Chronique pour la ronde 3 de N5A, par Philippe Fontaine

Le dimanche 7 décembre, nous avons joué la ronde 3 de la N5A face à l’équipe de la Dame Noire de Montigny ; le match s’est terminé sur un score de parité avec 2-2.

Voici quelques moments de ces âpres combats :

Pierre avec les Noirs jouait face à un joueur mieux classé qui a choisi le système de Londres, choix que Pierre a certainement apprécié… Après le 12ème coup des blancs, la partie monte en intensité avec des roques opposés et les blancs arrivent à installer un fort cavalier en e5. Quelques coups plus tard la colonne b s’ouvre : s’en suit une âpre bataille de pièces lourdes pour la maîtrise de cette colonne.  Finalement, la tour blanche contrôle la colonne b tandis que la tour blanche protège le pion a6 et après Rf6, les rideaux de 6 pions sont face à face et, quelques coups après, la nulle est conclue.
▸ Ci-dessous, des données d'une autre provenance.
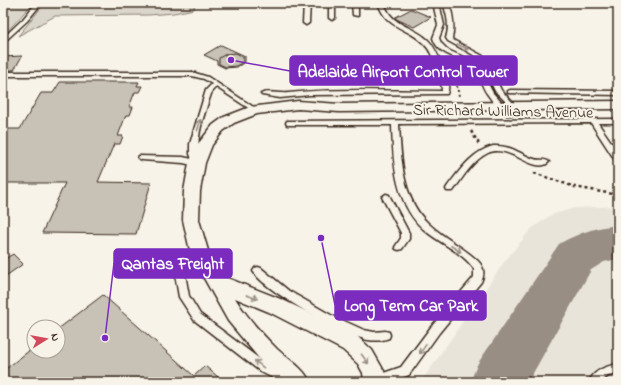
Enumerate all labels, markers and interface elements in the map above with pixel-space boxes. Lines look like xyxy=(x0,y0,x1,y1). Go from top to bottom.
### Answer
one-way arrow xyxy=(457,44,469,52)
callout: Adelaide Airport Control Tower xyxy=(290,56,517,85)
text: Adelaide Airport Control Tower xyxy=(297,60,509,85)
street label: Sir Richard Williams Avenue xyxy=(413,98,594,126)
one-way arrow xyxy=(196,118,203,131)
one-way arrow xyxy=(450,245,461,253)
callout: Qantas Freight xyxy=(114,249,232,278)
text: Qantas Freight xyxy=(122,252,225,279)
callout: Long Term Car Park xyxy=(335,291,486,320)
one-way arrow xyxy=(246,294,258,302)
text: Long Term Car Park xyxy=(344,294,479,321)
north arrow xyxy=(26,319,66,359)
text: N xyxy=(46,332,63,342)
one-way arrow xyxy=(418,343,426,355)
one-way arrow xyxy=(361,353,369,364)
one-way arrow xyxy=(253,360,264,369)

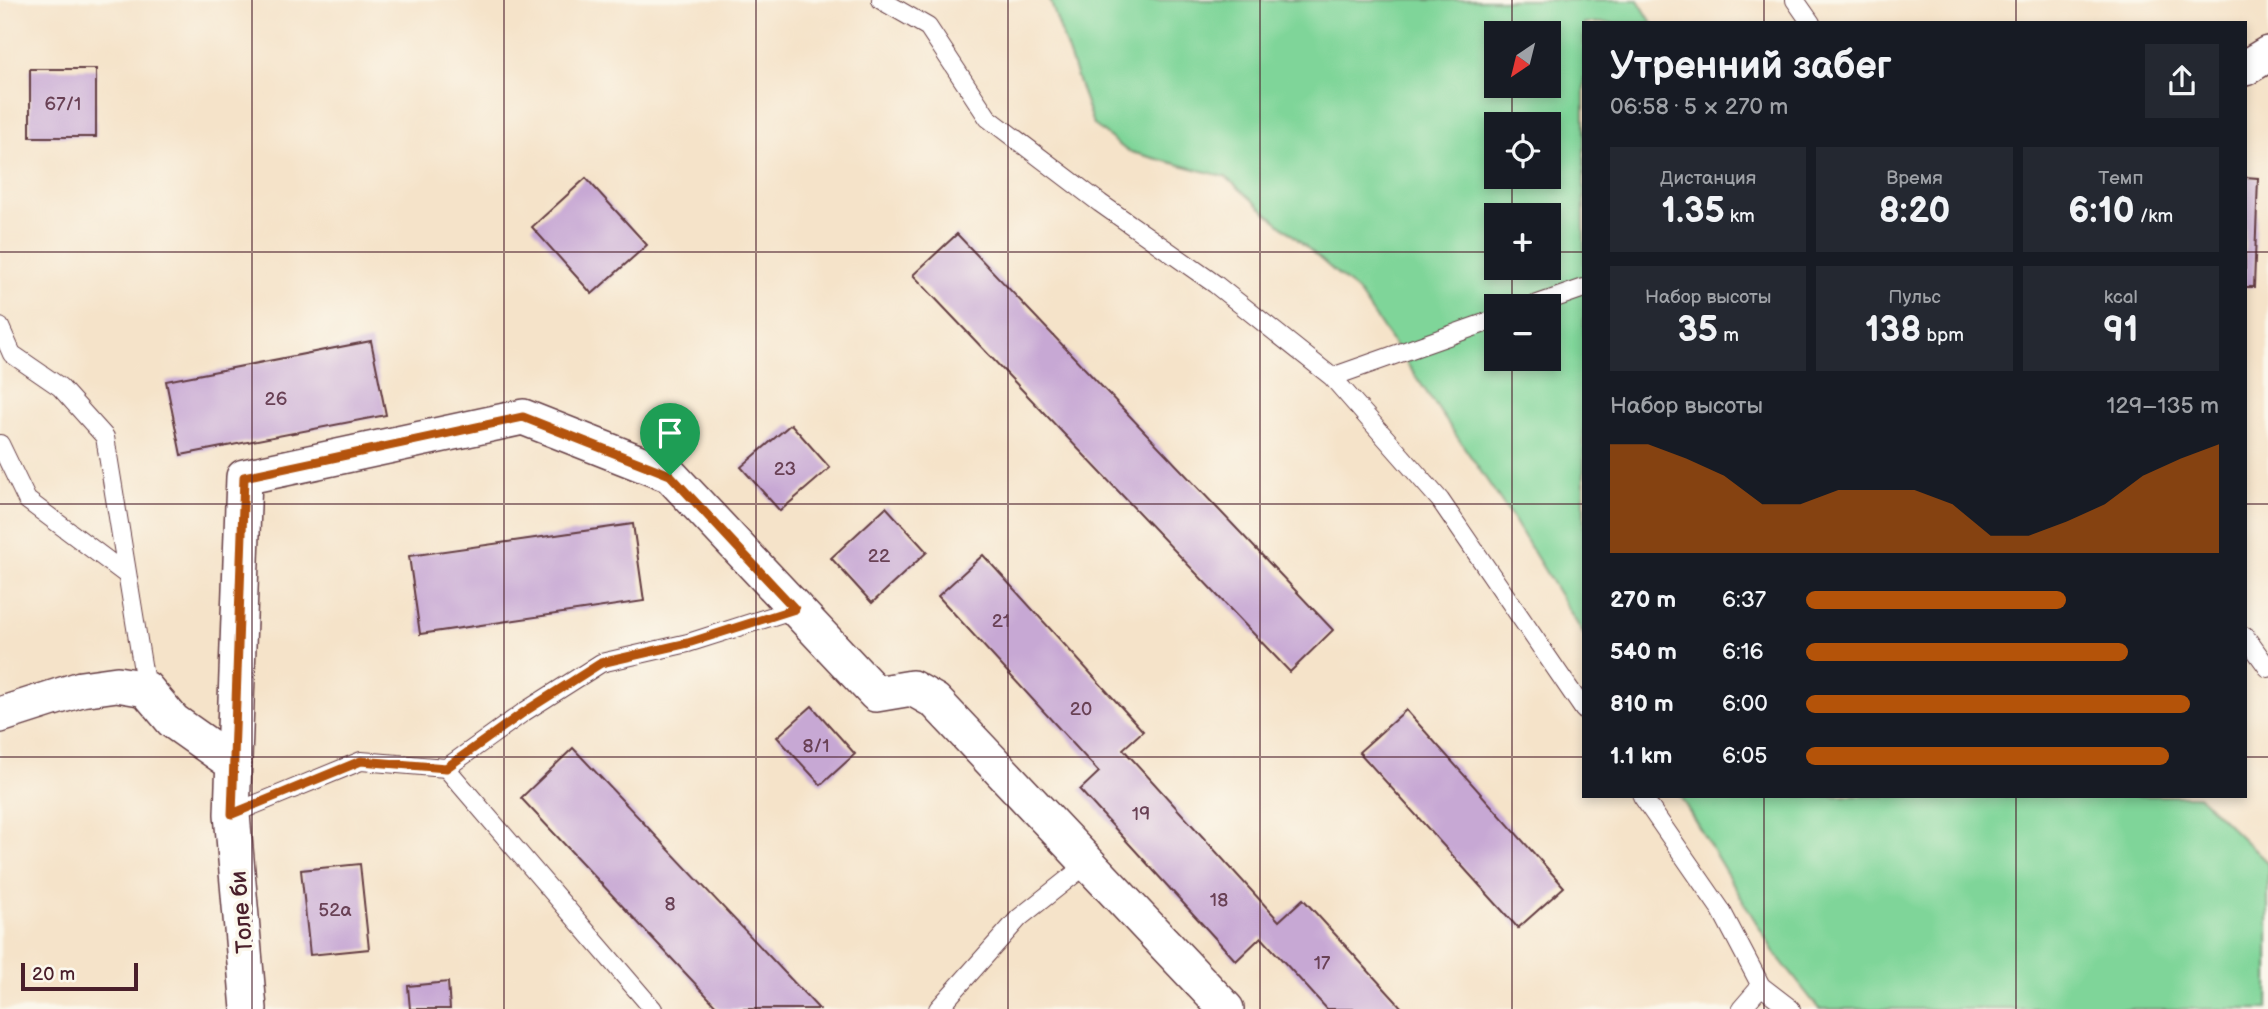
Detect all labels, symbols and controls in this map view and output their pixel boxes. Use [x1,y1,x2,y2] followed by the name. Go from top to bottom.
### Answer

Florent jouait face à un autre jeune non classé ; le début Larsen fut choisi et après plusieurs échanges de pièces, les noirs ont des pions doublés sur les colonnes c et f ; cependant, les noirs proposent et obtiennent l’échange des dames au 20ème coup puis jouent avec leurs tours de façon dynamique et centralisent leur roi. Malgré un coup illégal avec pénalité au temps, les noirs renforcent leur pression et, après l’échange des tours, forcent la victoire avec leurs pions avancés.

Alain avec les blancs était opposé à un joueur un mieux classé ; c’est le système de Londres qui est joué. Après le petit roque des blancs, les noirs possèdent des pions a5 et b5 soutenus par les tours et parviennent en quelques coups à placer d’abord un cavalier en d3 puis leur dame en c4 ; ces deux pièces sont échangées mais avec leur dernière tour, les noirs prennent le pion important c3 : le pion c4 des noirs devient un dangereux pion passé. Les blancs doivent surveiller ce pion avec leur tour en c6 ; les noirs décident alors d’avancer leurs pions de l’aile-roi et finalement la tour blanche prend le pion h6 permettant de faire promotion du pion c2 en dame avec gain des noirs.

Pour ma part, je jouais face au capitaine de la Dame Noire une partie française avec la variante d’avance, sujet déjà abordé et développé le mercredi soir par Philippe Glod ; dès le 9ème coup, le cavalier noir est repoussé sur la case a7 puis pour essayer d’avoir du contre-jeu, les noirs optent pour la poussée f6 qui ouvre le passage vers… le roi noir. Ce dernier subit 4 échecs successifs aboutissant au mat.

Hugo avec les Noirs jouait face à un joueur un peu mieux classé qui propose un gambit de la Dame ; vers le 22ème coup, le combat se renforce sur l’aile Dame où les noirs déploient leurs pièces tandis que les blancs multiplient les coups de cavaliers. Les blancs tentent un (petit) piège avec une menace d’échec mais Hugo met son roi en sûreté en h8 puis accroît son avantage à l’aile dame. La tension monte car, à ce moment du match, nous sommes menés 1-2 et les blancs, avec une pièce de moins, essaient de jouer l’usure ou… l’embrouille mais Hugo reste concentré dans sa partie et au 70ème coup obtient avec ténacité une victoire méritée synonyme de match nul pour l’équipe.